Monitoring of the state and events associated with the virtual network overlay control and data plan is covered by management plane. Requirements are defined for management of individual network overlay end-points and end-to-end connectivity between virtual network overlay end-points.

Network Overlay End-point Monitoring

The following functional requirements are defined for the management of network overlay end-points on edge nodes:

R-260      Interface traffic statistics and configuration parameters, defined in [IF-MIB], should be supported for virtual network end-points.

Priority:   High

R-270      Administrative and status Up/Down events, as defined in [IF-MIB], should be supported for virtual network end-points.

Priority:   High

R-280      Events related to state (Up/Down) and status of a session between a virtual network overlay end-point and associated controller(s) must be supported.

Priority:   High

R-290      SNMP access to virtual network end-point interface traffic statistics and configuration parameters and events must be supported.

Priority:   High

R-300      Syslog access to events related to virtual network end-point and session between virtual network end-points and controllers should be supported.

Priority:   Medium

End-to-end Network Overlay Monitoring

The following functional requirements are defined for end-to-end virtual network management:

R-310      Automated reachability validation, leveraging heartbeat messages, between any given set of end-points within a given virtual network overlay must be supported. The assumption is being made that the frequency of heartbeat message and the threshold number of unsuccessful heartbeats before reporting a reachability failure event is configurable.

Priority:   Medium

R-320      Traffic flow monitoring between any given set of end-points within a given virtual network overlay must be supported. The assumption is being made that the sampling frequency is configurable.

Priority:   Medium

Recommendations for Standards

For completeness, the specific areas in virtual network overlays solutions where there is a need for open well-defined and vendor agreed on technology standards can be summarized as follows:

  • Virtual network controller-to-end-point interface: open south-bound interface for configuration of overlay end-points and communication of forwarding state information that needs to be configured at overlay end-points.
  • Virtual network controller-to-controller interface: open east-west interface for exchange of network topology, state, and policy information and network overlay end-point forwarding state information in order to enable end-to-end network overlay connectivity across a single or multiple network domains.
  • Virtual network controller-to-orchestration interface: open north-bound interface for orche-stration systems to communicate high-level application connectivity policy information to network overlay controllers and for network overlay controller to expose logical network topology and policy information to north-bound orchestration systems.

References

[ONUG web site] – ONUG white paper, ‘Open Networking Challenges and Opportunities’.
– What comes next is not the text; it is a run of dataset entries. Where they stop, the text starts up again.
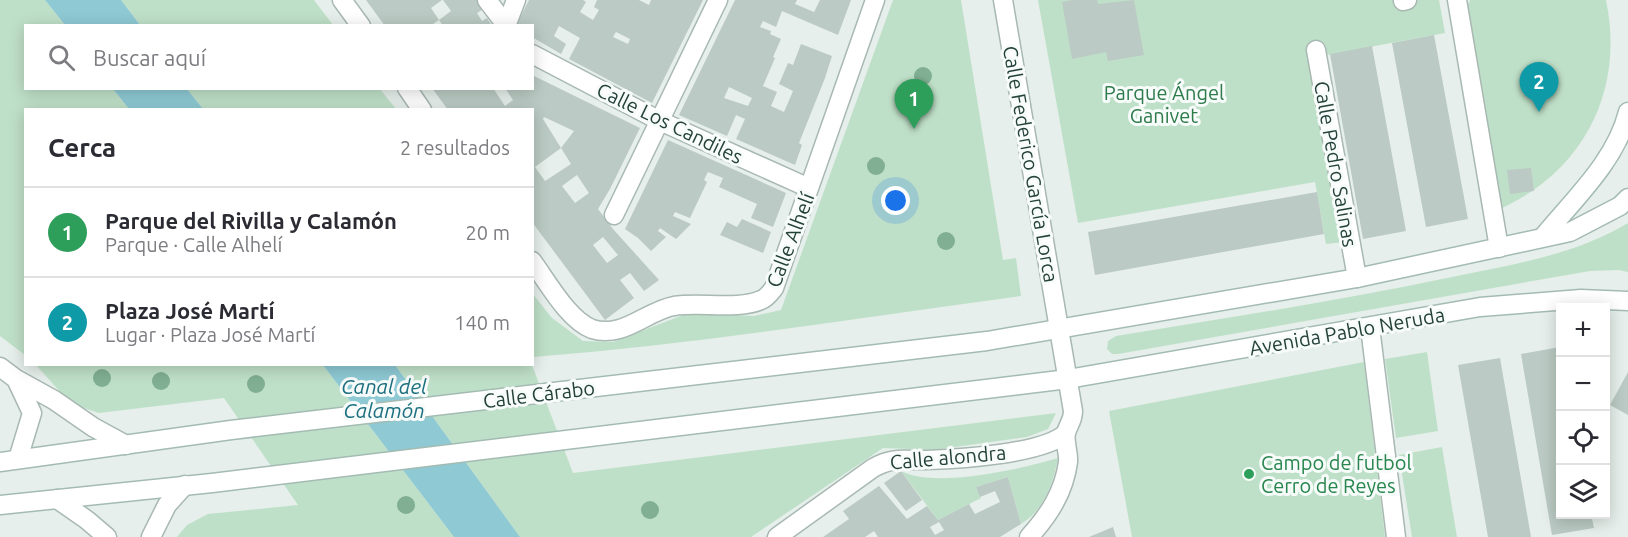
<!DOCTYPE html>
<html lang="es">
<head>
<meta charset="utf-8">
<style>
  :root { --surface:#fff; --page:#f7f7f7; --text:#2b2b33; --muted:#7c7c81; --line:#e1e1e2; --accent:#855347 }
  body { margin:0; font-family:Ubuntu,sans-serif; background:var(--page); color:var(--text) }
  .controls { position:absolute; right:18px; bottom:18px; display:grid; overflow:hidden; border-radius:0px; box-shadow:0 3px 15px #0003 }
  .controls button { width:54px; height:54px; display:grid; place-items:center; padding:0; border:0; border-bottom:2px solid var(--line); background:var(--surface); color:var(--text); font:30px sans-serif }
  .you { position:absolute; left:896px; top:201px; width:21px; height:21px; margin:-15px; border:4px solid #fff; border-radius:50%; background:#1a73e8; box-shadow:0 0 0 9px #1a73e833 }
  .badge { display:grid; place-items:center; width:39px; height:39px; border-radius:50%; background:var(--accent); color:#fff; font-size:20px; font-weight:700 }
  .pin { position:absolute; translate:-50% -50px; filter:drop-shadow(0 2px 3px #0008) }
  .pin::after { content:''; position:absolute; top:32px; width:21px; height:18px; background:inherit; clip-path:polygon(0 0,100% 0,50% 100%) }
  .list { margin:0; padding:0; list-style:none }
  h2 { display:flex; justify-content:space-between; align-items:center; height:78px; margin:0; padding:0 24px; font-size:26px }
  h2 small { font-size:20px; font-weight:400; color:var(--muted) }
  .list li { display:grid; grid-template-columns:39px 1fr auto; gap:18px; align-items:center; box-sizing:border-box; height:90px; padding:0 24px; border-top:2px solid var(--line) }
  .list b { display:block; font-size:22px; white-space:nowrap }
  .list p { margin:0; font-size:20px; white-space:nowrap; color:var(--muted) }
  .list em { font-size:20px; font-style:normal; color:var(--muted) }
  .icon { flex:none; width:33px; height:33px; fill:none; stroke:currentColor; stroke-width:2; stroke-linecap:round; stroke-linejoin:round }
  .map { position:relative; flex:none; width:1628px; height:537px; overflow:hidden }
  .search { position:absolute; background:var(--surface); box-shadow:0 3px 15px #0003; left:24px; top:24px; width:510px; height:66px; display:flex; align-items:center; gap:15px; box-sizing:border-box; padding:0 21px; border-radius:0px; color:var(--muted); font-size:22px }
  .panel { position:absolute; background:var(--surface); box-shadow:0 3px 15px #0003; left:24px; top:108px; width:510px; height:258px; border-radius:0px }
  .map>svg:first-child { display:block }
</style>
</head>
<body>
<div class="map">
<svg width="1628" height="537" viewBox="0 0 1628 537">
  <rect width="100%" height="100%" fill="#e6efeb"/>
  <path fill="#bfe0c8" d="M0 0H45L65 25 26 26V88L113 89 129 109 26 110 25 355 0 336Z
    M121 0H314L333 25H140Z
    M893 0H961L1003 260 1016 258 1021 296C859 318 696 344 533 357L532 293 552 318 583 341 613 342 683 315 700 313 754 316 781 310Z
    M1038 0H1439L1445 33 1321 56 1354 241 1326 244 1315 182 1078 223Z
    M1470 0H1606C1625 90 1584 171 1500 209L1465 11Z
    M187 89H380L396 109H203Z
    M1628 223V272L1619 270 1590 271 1118 354H1112L1107 349 1108 341 1116 336C1227 318 1337 301 1447 278 1509 265 1573 256 1628 223Z
    M1427 352 1438 431 1396 438 1385 359Z
    M1364 362 1385 537H1132L1109 411Z
    M36 365H323L454 537H177L187 525 208 514 298 505 224 398 99 413 78 406 62 394Z
    M395 365H532L573 473 1056 413 1048 429 1027 437 933 450 883 448 751 537H520Z
    M1442 447 1457 537H1412L1399 455Z
    M1058 458C1053 484 1044 510 1021 524L1008 477 976 487 981 498 938 520 901 471C934 489 1021 469 1058 458Z"/>
  <path fill="#8ec9d4" d="M45 0H121L140 25H65Z
    M113 89H187L203 109H129Z
    M323 365H395L520 537H454Z"/>
  <path fill="#bbcac4" fill-rule="evenodd" d="M366 0H442L431 8 439 20 430 26H385Z
    M443 0H480L485 8 477 13 482 21 487 18 492 26H443L439 20 451 11Z
    M529 0H583L586 2 580 12 593 20 599 10 594 7 597 0H639L649 5 651 0H703L652 103 569 59 580 38 559 26 554 36 566 44 561 54 532 37V26H516ZM616 32 630 39 628 44 613 37Z
    M735 0H797L795 4 814 12 820 0H851L838 35 782 11 776 27 763 21 760 27 771 31 770 34 781 39 773 57 775 58 763 86 777 92 771 106 784 112 793 91 779 84 788 63 793 65 801 44 832 56 825 78 799 143 802 145 795 165 736 139 745 119 736 115 727 136 679 115ZM729 87 752 98 748 106 724 98Z
    M1072 0H1097L1098 4 1134 0 1144 55 1108 61 1106 52 1072 59 1062 2Z
    M1434 35 1468 219 1426 227 1392 43Z
    M1372 46 1406 231 1363 239 1330 54Z
    M532 75 640 128 610 189 598 209 613 229 659 280 644 291 630 273 620 280 634 298 605 320 532 222V110H448L432 88H493L505 106 513 100 505 88H532ZM544 117 574 131 561 148 571 164 545 181 535 167 561 148 543 119ZM577 175 589 193 575 203 562 186ZM603 237 618 255 607 263 593 245Z
    M668 140 786 193 773 227 751 218 757 204 719 187 723 178 708 172 704 180 707 182 690 218 675 212 673 216 691 224 676 239 660 228 658 231 666 237 651 251 638 238 625 229Z
    M1531 168 1534 191 1510 194 1507 170Z
    M1317 192 1324 234 1095 275 1088 232Z
    M742 219 771 232 763 253 720 235 727 222 737 227Z
    M1560 347V514H1591L1594 528 1552 535 1521 354Z
    M1500 358 1517 456 1531 537H1488L1458 365Z
    M1628 372V415L1610 405Z
    M901 471 922 500 906 511 884 483Z
    M1008 477 1021 524 1000 537H878L874 531 865 537H823L849 519 843 511 879 486 907 519 927 506 938 520 969 504 975 514 1000 502 995 491 980 497 976 487ZM939 522 944 530 935 535 930 527Z
    M1113 527 1116 537H1089Z"/>
  <g fill="none" stroke-linecap="round" stroke-linejoin="round">
    <defs>
      <path id="pedestrian" d="M487 0 506 25
        M1316 50 1357 278"/>
      <path id="minor" d="M342 0 361 26
        M1003 0 1073 411C1073 421 1068 425 1066 433 1064 442 1069 453 1068 462 1064 492 1049 515 1029 537
        M1457 0 1499 248
        M1403 1 1407 0
        M506 26 516 0
        M532 54 660 121 809 188
        M407 88 422 110
        M614 215 718 0
        M532 261C547 281 568 320 592 329 623 339 646 311 674 306 700 302 739 310 761 300 767 298 770 293 774 288L875 0
        M1370 327 1396 537
        M0 367 16 379 54 400 93 427 126 445
        M16 379 32 413 18 459
        M57 499 87 520 107 537
        M151 537 167 505 185 485
        M777 537 873 468C894 456 905 461 927 460 958 459 1044 454 1066 433"/>
      <path id="secondary" d="M1542 238C1573 200 1616 161 1628 112
        M0 462 231 430 987 341 1357 278 1570 232 1620 206 1628 198
        M0 505 212 483 1068 379 1480 307 1581 299 1628 301"/>
    </defs>
    <use href="#pedestrian" stroke="#a8b8b2" stroke-width="21"/>
    <use href="#minor" stroke="#a8b8b2" stroke-width="21"/>
    <use href="#secondary" stroke="#a4bbb3" stroke-width="21"/>
    <use href="#pedestrian" stroke="#fff" stroke-width="18"/>
    <use href="#minor" stroke="#fff" stroke-width="18"/>
    <use href="#secondary" stroke="#fff" stroke-width="18"/>
  </g>
  <g fill="#80af93">
    <circle cx="923" cy="76" r="9"/>
    <circle cx="876" cy="166" r="9"/>
    <circle cx="946" cy="241" r="9"/>
    <circle cx="102" cy="378" r="9"/>
    <circle cx="161" cy="381" r="9"/>
    <circle cx="256" cy="384" r="9"/>
    <circle cx="406" cy="505" r="9"/>
    <circle cx="650" cy="510" r="9"/>
  </g>
  <circle fill="#2e9e5b" stroke="#f7fbf9" stroke-width="2" cx="1249" cy="474" r="6"/>
  <g text-anchor="middle" dominant-baseline="central" stroke-width="6" stroke-linejoin="round" paint-order="stroke">
    <g font-size="20" fill="#2d7a4b" stroke="#f7fbf9">
      <text x="1164" y="92">Parque Ángel<tspan x="1164" dy="23">Ganivet</tspan></text>
    </g>
    <g font-size="20" fill="#24423a" stroke="#f7fbf9">
      <text transform="translate(670 123) rotate(26)">Calle Los Candiles</text>
      <text transform="translate(1031 164) rotate(80)">Calle Federico García Lorca</text>
      <text transform="translate(1336 164) rotate(80)">Calle Pedro Salinas</text>
      <text transform="translate(790 240) rotate(-69)">Calle Alhelí</text>
      <text transform="translate(1347 331) rotate(-10)">Avenida Pablo Neruda</text>
      <text transform="translate(539 394) rotate(-7)">Calle Cárabo</text>
      <text transform="translate(948 457) rotate(-5)">Calle alondra</text>
    </g>
    <g font-size="20" fill="#27864d" stroke="#f7fbf9" text-anchor="start">
      <text x="1261" y="462">Campo de futbol<tspan x="1261" dy="23">Cerro de Reyes</tspan></text>
    </g>
    <g font-size="21" font-style="italic" fill="#1c6f80" stroke="#f7fbf9">
      <text x="384" y="386">Canal del<tspan x="384" dy="24">Calamón</tspan></text>
    </g>
  </g>
</svg>
<div class="controls">
<button>+</button>
<button>−</button>
<button><svg class="icon" aria-label="locate" viewBox="0 0 24 24"><circle cx="12" cy="12" r="6"/><path d="M12 2v4M12 18v4M2 12h4M18 12h4"/></svg></button>
<button><svg class="icon" aria-label="layers" viewBox="0 0 24 24"><path d="M12 4l9 5-9 5-9-5zM3 14l9 5 9-5"/></svg></button>
</div>
<div class="you"></div>
<div class="pin badge" style="left:914px;top:129px;background:#2e9e5b">1</div>
<div class="pin badge" style="left:1539px;top:112px;background:#0f9aa8">2</div>
<div class="search"><svg class="icon" aria-label="search" viewBox="0 0 24 24"><circle cx="10" cy="10" r="6"/><path d="M15 15l6 6"/></svg>Buscar aquí</div>
<section class="panel">
<h2>Cerca<small>2 resultados</small></h2>
<ul class="list">
<li><span class="badge" style="background:#2e9e5b">1</span><div><b>Parque del Rivilla y Calamón</b><p>Parque · Calle Alhelí</p></div><em>20 m</em></li>
<li><span class="badge" style="background:#0f9aa8">2</span><div><b>Plaza José Martí</b><p>Lugar · Plaza José Martí</p></div><em>140 m</em></li>
</ul>
</section>
</div>
</body>
</html>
[draft-mahalingam-dutt-dcops-vxlan] – IETF Informational RFC, ‘VXLAN: A Framework for Overlaying Virtualized Layer 2 Networks over Layer 3 Networks’.

[draft-sridharan-virtualization-nvgre] – IETF Informational RFC, ‘NVGRE: Network Virtualization using Generic Routing Encapsulation’.

[OVSDB] – IETF Informational RFC, ‘The Open vSwitch Database Management Protocol’.

[draft-smith-opflex] – IETF Informational RFC, ‘OpFlex Control Protocol’.

[draft-ietf-l2vpn-evpn-07] – IETF Draft RFC, ‘BGP MPLS Based Ethernet VPN’.

[Networking API v2.0 (CURRENT)] – OpenStack Networking API specification.

[RFC2233] – IETF Draft Standard RFC, ‘The Interfaces Group MIB’.